• _Directions for this task_:
Search the entries below for the word "Juan", then copy each line in which it is found.
::: Data under study
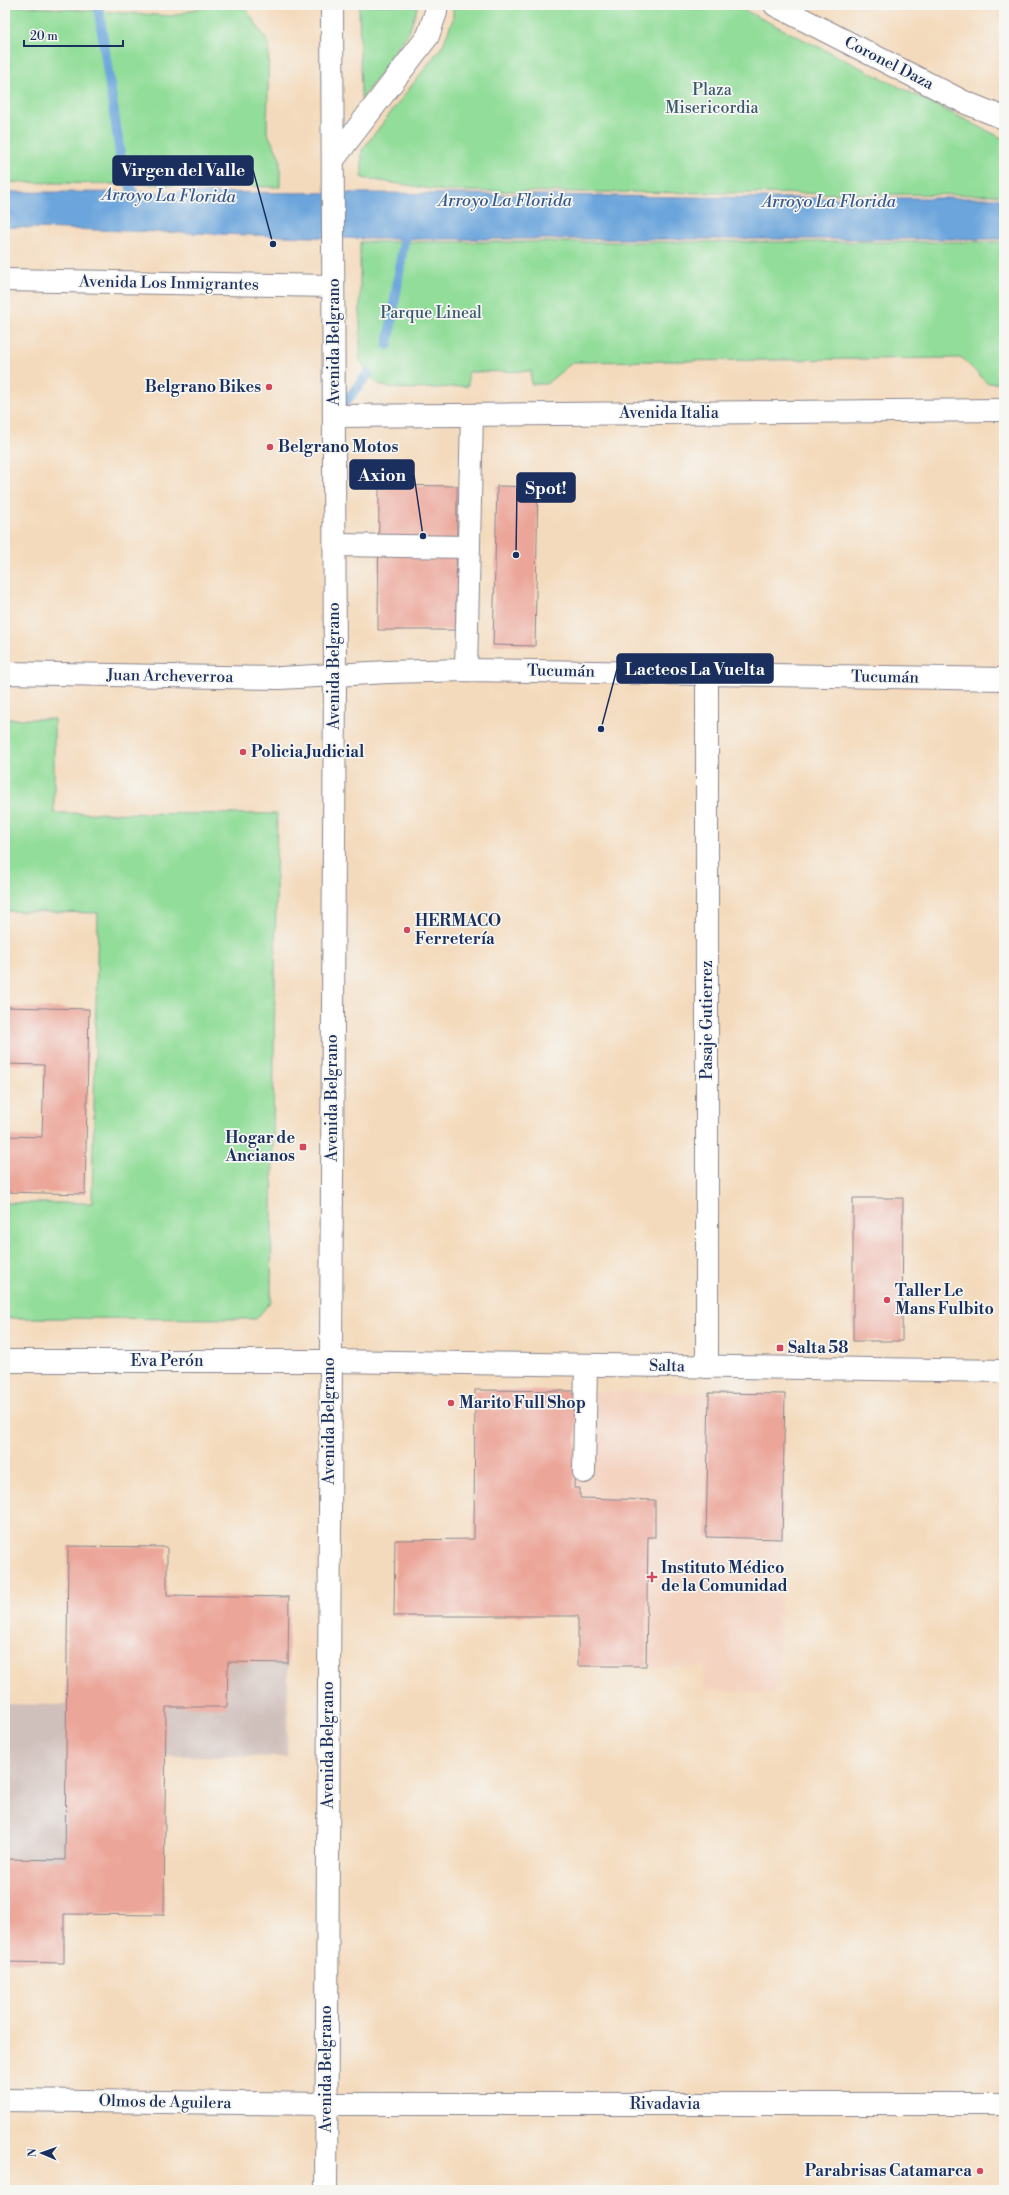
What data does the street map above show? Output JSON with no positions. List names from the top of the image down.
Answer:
{
  "streets": {
    "street": [
      "Coronel Daza",
      "Avenida Los Inmigrantes",
      "Avenida Belgrano",
      "Avenida Italia",
      "Tucumán",
      "Juan Archeverroa",
      "Pasaje Gutierrez",
      "Eva Perón",
      "Salta",
      "Olmos de Aguilera",
      "Rivadavia"
    ]
  },
  "crossings": [
    ["Avenida Los Inmigrantes", "Avenida Belgrano"],
    ["Avenida Belgrano", "Avenida Italia"],
    ["Avenida Belgrano", "Tucumán"],
    ["Avenida Belgrano", "Juan Archeverroa"],
    ["Avenida Belgrano", "Eva Perón"],
    ["Avenida Belgrano", "Salta"],
    ["Avenida Belgrano", "Olmos de Aguilera"],
    ["Avenida Belgrano", "Rivadavia"],
    ["Tucumán", "Juan Archeverroa"],
    ["Tucumán", "Pasaje Gutierrez"],
    ["Pasaje Gutierrez", "Salta"],
    ["Eva Perón", "Salta"],
    ["Olmos de Aguilera", "Rivadavia"]
  ],
  "water": ["Arroyo La Florida"],
  "parks": ["Plaza Misericordia", "Parque Lineal"],
  "places": {
    "other": [
      "Virgen del Valle",
      "Belgrano Bikes",
      "Belgrano Motos",
      "Axion",
      "Spot!",
      "Lacteos La Vuelta",
      "Policia Judicial",
      "HERMACO Ferretería",
      "Taller Le Mans Fulbito",
      "Marito Full Shop",
      "Parabrisas Catamarca"
    ],
    "transit": ["Hogar de Ancianos", "Salta 58"],
    "health": ["Instituto Médico de la Comunidad"]
  },
  "scale_bar": "20 m",
  "north": "left"
}
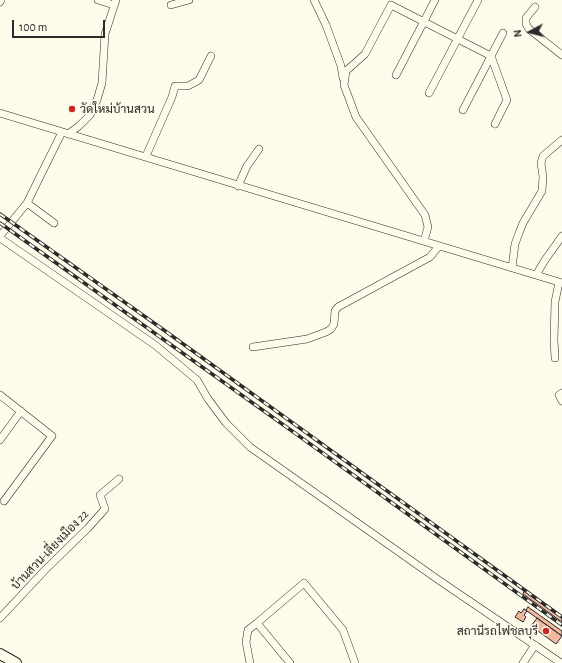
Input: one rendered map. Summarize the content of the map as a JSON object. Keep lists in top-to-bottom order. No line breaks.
{"streets":{"street":["บ้านสวน-เลี่ยงเมือง 22"]},"places":["วัดใหม่บ้านสวน","สถานีรถไฟชลบุรี"],"scale_bar":"100 m","north":"left"}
::::::
• _Answer for this exercise_:
      "Juan Archeverroa",
    ["Avenida Belgrano", "Juan Archeverroa"],
    ["Tucumán", "Juan Archeverroa"],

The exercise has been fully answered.